_What you need to do_
Return each entry word for word. Leave the images out.

_Supplied material_
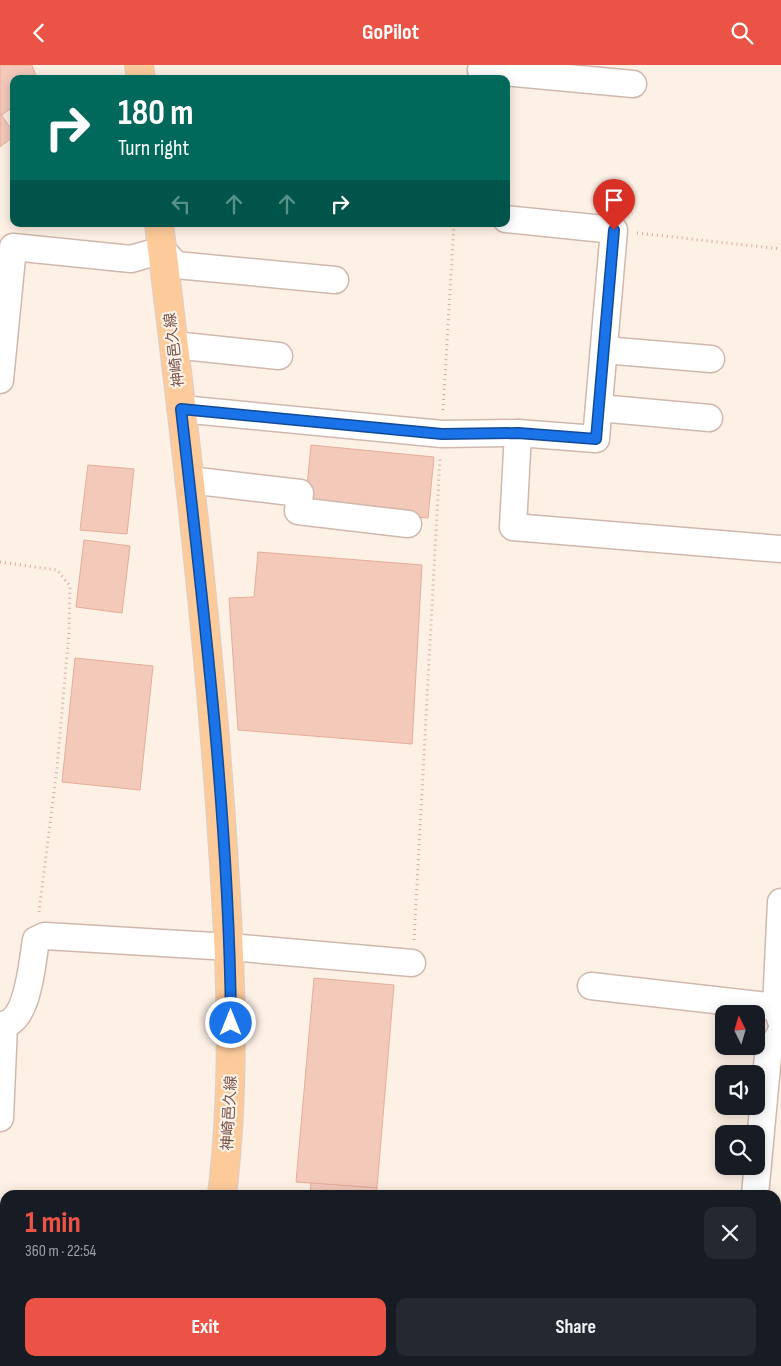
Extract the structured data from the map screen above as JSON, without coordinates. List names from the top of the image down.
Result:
{
  "streets": {
    "main road": ["神崎邑久線"]
  },
  "north": "top",
  "page": {
    "header": "GoPilot",
    "turn": ["180 m", "Turn right"],
    "heading": ["1 min", "360 m · 22:54"],
    "buttons": ["Exit", "Share"]
  }
}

_Response_
Extract the structured data from the map screen above as JSON, without coordinates. List names from the top of the image down.
Result:
{
  "streets": {
    "main road": ["神崎邑久線"]
  },
  "north": "top",
  "page": {
    "header": "GoPilot",
    "turn": ["180 m", "Turn right"],
    "heading": ["1 min", "360 m · 22:54"],
    "buttons": ["Exit", "Share"]
  }
}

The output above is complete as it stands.